O vírus do nosso descontentamento

"A pandemia acabou com a ideia de que os responsáveis políticos sabem o que fazem." A frase é do ex-presidente Barack Obama e vai fazer história, como outras que tem proferido. É algo enigmática e é bastante mais do que apenas uma crítica velada a Donald Trump. A crítica tem toda a razão de ser. Alguém que, sabendo que padece de obesidade mórbida, recorre à hidroxicloroquina como se fosse canja de galinha (pensando que se não fizer bem, mal não fará) não sabe, de facto, o que faz.
Infelizmente, não é o único e o mundo da lusofonia também tem os seus exemplos. Jair Bolsonaro tenta replicar os modos de atuação de Trump e radicalizar a tradicional influência cultural, política e religiosa que os EUA têm no Brasil. A semelhança nota-se até nas demissões polémicas, de que a atriz Regina Duarte é exemplo recente, digno até das suas telenovelas, mas sem final feliz.

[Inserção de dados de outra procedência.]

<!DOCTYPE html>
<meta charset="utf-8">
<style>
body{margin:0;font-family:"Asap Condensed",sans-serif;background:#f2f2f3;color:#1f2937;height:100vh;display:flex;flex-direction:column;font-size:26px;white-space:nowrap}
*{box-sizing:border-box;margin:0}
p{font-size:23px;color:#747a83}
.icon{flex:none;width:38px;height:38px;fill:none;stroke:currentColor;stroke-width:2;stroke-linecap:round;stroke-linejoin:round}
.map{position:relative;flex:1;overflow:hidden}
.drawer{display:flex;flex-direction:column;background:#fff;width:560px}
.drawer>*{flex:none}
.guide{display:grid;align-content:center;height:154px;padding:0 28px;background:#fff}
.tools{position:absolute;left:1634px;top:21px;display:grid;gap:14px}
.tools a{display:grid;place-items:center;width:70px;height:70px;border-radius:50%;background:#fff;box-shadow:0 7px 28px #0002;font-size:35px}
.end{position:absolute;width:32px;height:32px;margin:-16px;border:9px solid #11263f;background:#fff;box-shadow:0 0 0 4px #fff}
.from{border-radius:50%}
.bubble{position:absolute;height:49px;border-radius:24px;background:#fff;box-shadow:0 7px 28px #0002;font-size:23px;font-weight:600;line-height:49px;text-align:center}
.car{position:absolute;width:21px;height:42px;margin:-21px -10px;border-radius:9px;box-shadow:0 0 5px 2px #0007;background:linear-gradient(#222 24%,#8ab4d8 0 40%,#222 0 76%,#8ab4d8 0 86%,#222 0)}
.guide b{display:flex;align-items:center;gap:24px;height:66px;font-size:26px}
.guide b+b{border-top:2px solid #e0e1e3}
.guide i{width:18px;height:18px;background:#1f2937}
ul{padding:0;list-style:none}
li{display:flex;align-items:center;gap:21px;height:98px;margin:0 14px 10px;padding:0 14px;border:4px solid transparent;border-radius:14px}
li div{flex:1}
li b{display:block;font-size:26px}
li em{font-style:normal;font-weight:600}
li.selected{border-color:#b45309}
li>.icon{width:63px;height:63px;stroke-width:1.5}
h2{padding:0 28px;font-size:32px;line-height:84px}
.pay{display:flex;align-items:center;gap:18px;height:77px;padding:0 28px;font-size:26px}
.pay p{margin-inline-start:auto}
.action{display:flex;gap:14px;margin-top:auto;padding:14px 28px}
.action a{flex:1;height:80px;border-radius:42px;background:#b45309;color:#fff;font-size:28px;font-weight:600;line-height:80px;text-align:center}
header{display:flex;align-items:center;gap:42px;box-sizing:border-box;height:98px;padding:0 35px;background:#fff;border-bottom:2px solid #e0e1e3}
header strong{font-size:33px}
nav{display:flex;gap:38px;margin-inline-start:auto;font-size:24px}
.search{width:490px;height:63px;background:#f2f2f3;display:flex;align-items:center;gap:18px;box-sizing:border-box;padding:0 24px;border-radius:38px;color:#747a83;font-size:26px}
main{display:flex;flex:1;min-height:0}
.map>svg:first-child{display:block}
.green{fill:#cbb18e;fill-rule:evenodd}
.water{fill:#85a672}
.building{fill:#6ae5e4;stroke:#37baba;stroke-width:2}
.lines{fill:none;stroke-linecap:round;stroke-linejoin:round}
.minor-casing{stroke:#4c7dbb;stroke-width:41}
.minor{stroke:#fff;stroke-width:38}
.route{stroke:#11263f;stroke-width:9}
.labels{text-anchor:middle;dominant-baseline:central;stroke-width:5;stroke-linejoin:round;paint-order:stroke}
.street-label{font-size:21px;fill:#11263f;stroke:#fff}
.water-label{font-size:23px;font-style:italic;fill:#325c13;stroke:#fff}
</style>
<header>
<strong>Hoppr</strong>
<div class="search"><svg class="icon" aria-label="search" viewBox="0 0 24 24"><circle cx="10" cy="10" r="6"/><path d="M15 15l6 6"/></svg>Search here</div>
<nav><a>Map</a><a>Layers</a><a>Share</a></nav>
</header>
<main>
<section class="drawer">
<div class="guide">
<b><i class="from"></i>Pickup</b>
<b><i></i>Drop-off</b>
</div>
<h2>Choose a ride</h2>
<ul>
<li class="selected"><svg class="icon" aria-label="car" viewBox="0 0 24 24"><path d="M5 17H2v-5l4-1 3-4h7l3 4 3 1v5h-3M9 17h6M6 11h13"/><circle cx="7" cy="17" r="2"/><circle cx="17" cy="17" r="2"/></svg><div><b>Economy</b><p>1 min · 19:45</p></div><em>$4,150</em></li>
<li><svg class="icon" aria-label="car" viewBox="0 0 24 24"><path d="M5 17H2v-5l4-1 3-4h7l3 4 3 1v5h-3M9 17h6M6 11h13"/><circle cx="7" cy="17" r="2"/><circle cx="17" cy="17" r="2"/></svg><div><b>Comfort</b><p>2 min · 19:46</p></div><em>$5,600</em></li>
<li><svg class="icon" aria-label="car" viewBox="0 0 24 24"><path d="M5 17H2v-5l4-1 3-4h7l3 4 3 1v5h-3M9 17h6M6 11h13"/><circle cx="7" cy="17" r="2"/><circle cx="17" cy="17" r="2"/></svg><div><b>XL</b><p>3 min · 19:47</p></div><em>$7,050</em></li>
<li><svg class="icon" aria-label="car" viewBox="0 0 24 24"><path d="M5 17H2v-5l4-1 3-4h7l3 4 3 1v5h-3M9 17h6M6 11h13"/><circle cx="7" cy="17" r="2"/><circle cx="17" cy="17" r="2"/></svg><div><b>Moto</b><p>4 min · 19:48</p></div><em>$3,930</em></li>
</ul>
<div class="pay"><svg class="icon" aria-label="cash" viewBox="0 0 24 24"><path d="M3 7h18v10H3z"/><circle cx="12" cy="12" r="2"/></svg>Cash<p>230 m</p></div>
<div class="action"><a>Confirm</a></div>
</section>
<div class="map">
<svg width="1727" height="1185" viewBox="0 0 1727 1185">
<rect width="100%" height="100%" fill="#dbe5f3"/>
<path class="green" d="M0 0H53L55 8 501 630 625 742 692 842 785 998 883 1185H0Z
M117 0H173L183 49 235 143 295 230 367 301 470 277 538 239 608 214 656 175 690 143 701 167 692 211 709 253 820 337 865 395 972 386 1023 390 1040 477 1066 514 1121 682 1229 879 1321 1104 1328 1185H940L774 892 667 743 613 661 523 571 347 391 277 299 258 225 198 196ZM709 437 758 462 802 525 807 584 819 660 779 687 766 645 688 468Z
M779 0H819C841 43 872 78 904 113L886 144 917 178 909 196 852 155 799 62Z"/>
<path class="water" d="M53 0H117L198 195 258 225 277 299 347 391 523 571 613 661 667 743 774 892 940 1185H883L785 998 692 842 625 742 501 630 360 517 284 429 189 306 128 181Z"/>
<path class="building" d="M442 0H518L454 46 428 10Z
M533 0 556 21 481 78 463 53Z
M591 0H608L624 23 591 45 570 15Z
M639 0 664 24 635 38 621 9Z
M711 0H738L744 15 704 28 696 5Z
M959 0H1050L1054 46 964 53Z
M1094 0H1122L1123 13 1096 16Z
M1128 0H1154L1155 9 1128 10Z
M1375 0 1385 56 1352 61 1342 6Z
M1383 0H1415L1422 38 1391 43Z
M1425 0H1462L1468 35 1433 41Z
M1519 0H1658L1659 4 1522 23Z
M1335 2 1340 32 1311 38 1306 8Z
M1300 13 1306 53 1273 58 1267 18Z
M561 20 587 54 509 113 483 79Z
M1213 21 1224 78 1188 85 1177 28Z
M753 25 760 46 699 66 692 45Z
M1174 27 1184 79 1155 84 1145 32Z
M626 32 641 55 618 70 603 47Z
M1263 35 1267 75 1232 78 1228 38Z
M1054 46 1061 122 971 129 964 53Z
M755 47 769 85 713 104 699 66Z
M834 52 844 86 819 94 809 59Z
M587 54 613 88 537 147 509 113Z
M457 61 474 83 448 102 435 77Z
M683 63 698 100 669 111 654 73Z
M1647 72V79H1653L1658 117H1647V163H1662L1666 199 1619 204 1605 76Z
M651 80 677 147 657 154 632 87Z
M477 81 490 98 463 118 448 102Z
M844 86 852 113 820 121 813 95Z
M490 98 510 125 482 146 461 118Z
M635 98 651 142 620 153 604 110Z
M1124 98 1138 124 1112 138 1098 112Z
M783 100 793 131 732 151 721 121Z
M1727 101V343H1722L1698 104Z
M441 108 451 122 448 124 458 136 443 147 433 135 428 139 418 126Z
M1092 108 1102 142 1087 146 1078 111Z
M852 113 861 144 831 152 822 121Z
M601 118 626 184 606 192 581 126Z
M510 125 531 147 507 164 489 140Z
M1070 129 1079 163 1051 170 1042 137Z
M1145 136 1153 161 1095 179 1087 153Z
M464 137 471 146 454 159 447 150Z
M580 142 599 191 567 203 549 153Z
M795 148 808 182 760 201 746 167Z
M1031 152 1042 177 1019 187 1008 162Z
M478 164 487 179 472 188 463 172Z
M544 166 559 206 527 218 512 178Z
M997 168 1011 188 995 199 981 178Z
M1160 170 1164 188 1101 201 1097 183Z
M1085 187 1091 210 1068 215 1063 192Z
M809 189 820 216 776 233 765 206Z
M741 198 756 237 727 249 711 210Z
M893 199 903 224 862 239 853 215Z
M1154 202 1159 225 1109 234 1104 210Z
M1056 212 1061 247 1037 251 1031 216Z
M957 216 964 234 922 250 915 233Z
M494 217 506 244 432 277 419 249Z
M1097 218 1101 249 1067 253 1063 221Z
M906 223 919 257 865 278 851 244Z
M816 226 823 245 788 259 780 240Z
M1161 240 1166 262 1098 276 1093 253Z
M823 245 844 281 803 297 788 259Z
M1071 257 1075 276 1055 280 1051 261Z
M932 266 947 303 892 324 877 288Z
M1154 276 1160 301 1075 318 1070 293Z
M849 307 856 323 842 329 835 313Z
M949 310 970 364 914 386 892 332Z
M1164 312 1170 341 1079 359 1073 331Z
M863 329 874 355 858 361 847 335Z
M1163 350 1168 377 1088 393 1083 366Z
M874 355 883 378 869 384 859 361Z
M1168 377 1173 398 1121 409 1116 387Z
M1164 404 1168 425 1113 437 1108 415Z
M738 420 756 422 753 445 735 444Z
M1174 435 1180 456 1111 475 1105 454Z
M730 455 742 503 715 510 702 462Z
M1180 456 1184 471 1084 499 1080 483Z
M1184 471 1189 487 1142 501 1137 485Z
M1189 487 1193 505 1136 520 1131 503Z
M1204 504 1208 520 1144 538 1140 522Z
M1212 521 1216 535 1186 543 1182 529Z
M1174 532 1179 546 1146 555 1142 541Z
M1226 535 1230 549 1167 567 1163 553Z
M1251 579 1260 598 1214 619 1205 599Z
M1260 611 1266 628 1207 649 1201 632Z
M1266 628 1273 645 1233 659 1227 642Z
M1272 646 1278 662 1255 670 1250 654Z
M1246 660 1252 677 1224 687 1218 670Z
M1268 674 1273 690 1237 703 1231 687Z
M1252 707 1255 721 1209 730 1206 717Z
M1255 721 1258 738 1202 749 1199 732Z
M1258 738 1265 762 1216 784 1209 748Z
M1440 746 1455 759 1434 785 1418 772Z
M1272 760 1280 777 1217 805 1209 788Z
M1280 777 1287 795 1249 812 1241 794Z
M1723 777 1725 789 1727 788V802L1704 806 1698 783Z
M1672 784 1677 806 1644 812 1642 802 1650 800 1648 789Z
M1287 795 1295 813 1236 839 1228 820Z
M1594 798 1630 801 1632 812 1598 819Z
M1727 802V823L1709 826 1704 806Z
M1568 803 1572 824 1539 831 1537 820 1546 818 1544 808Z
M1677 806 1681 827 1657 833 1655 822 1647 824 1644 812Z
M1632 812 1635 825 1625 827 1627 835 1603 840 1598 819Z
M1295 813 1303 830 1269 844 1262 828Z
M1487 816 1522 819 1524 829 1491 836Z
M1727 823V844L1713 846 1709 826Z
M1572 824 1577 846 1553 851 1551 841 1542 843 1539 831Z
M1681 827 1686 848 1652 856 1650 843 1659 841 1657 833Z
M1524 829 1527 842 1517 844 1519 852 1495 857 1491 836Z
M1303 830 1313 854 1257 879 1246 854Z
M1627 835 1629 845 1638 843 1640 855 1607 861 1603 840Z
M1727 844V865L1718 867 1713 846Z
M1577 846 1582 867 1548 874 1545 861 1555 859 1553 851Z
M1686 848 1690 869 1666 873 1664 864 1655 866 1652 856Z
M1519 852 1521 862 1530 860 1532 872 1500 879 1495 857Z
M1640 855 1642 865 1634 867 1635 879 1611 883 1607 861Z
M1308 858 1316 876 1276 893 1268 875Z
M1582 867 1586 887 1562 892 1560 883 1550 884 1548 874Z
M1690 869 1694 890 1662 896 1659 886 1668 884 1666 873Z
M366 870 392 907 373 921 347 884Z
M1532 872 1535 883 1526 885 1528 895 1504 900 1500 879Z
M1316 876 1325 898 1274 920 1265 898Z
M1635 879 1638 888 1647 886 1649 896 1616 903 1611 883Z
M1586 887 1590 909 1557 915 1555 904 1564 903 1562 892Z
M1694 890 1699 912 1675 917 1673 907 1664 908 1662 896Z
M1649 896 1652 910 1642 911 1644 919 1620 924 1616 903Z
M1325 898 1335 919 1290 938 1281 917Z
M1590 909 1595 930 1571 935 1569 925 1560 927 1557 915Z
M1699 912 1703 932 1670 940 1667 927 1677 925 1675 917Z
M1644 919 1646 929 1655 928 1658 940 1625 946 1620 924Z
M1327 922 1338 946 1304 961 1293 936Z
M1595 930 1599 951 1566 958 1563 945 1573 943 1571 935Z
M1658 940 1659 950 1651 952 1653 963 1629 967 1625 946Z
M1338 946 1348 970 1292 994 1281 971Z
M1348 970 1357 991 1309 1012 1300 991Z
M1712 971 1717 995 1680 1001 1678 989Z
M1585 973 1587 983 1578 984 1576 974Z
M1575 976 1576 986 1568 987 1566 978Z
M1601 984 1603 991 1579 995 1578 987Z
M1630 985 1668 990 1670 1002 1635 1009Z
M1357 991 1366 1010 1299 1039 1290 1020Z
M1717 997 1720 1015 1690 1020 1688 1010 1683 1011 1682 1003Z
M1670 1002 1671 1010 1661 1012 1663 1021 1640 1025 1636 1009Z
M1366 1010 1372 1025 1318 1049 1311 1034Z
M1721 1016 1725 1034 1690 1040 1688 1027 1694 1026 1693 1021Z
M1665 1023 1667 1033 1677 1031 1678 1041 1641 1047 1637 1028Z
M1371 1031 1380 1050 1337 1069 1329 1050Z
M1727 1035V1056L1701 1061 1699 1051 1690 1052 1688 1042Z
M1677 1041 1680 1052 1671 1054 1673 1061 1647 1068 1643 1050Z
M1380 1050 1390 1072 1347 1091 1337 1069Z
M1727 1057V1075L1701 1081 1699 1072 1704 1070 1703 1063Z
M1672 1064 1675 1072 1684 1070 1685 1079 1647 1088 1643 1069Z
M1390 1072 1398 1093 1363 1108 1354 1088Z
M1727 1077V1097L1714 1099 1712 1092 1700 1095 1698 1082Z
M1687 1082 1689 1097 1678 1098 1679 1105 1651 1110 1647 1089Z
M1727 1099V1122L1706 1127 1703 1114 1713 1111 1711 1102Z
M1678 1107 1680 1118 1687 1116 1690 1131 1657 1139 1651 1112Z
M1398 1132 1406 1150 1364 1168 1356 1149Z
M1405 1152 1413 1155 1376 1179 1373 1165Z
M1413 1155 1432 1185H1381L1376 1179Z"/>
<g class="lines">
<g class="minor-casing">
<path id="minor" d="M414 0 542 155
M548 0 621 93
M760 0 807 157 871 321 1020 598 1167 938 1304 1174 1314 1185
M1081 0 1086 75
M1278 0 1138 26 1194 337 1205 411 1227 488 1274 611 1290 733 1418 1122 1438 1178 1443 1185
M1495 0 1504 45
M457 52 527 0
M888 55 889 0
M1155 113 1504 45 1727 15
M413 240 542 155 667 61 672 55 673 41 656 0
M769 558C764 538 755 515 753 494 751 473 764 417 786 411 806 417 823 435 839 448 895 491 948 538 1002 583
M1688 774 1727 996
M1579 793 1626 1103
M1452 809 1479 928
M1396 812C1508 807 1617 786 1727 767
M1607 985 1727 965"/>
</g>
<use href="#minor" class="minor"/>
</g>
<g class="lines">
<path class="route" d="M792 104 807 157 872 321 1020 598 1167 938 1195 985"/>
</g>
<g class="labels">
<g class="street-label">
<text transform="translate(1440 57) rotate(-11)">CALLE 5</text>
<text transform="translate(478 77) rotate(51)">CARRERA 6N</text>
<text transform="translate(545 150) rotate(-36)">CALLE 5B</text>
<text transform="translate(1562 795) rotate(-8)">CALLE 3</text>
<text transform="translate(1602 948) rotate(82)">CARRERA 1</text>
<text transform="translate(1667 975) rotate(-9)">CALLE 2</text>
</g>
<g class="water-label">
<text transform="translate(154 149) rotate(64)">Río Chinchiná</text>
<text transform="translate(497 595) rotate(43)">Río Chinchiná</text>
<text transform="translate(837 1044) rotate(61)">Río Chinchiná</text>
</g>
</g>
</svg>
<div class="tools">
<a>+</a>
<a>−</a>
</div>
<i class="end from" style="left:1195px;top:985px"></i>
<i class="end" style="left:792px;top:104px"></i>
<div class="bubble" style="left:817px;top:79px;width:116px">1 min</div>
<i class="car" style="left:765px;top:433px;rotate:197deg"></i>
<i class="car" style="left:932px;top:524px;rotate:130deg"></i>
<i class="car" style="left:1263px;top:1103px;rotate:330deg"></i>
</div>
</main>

Outro ponto de aproximação entre Bolsonaro e Trump é a forma como lidam com a realidade, recorrendo a fake news, aos alternative facts e ao desprezo pela ciência e pela medicina. Em situações de crise ou de contestação, criam uma "cortina de ficção", de preferência com uma disputa reputacional por base, para distrair todos do que, de facto, interessa. Há, no entanto, uma diferença - o Brasil não tem a regulação democrática e de verificação da verdade dos EUA e é mais permeável à mensagem populista. E Portugal? Por cá, começa já a haver também o populismo da fé, uma espécie de Ventura santeiro...

Mas há mais na frase de Obama. Há algo mais para lá da responsabilidade política das medidas e das suas consequências. É a perceção de que, em situações de crise, as medidas são necessariamente adotadas no desconhecido e que a arrogância e a certeza absoluta não são úteis. A situação atual da Europa é um bom exemplo. Agora que já se adequam medidas orientadas para a recuperação económica, o que é, nesta matéria, a hidroxicloroquina, e o que é a canja de galinha? O helicopter money de Milton Friedman tem hélices para voar? Aumentar o endividamento é solução? Certeza há uma. O plano europeu de recuperação económica já está atrasado até em relação a continentes onde a pandemia chegou depois de cá chegar.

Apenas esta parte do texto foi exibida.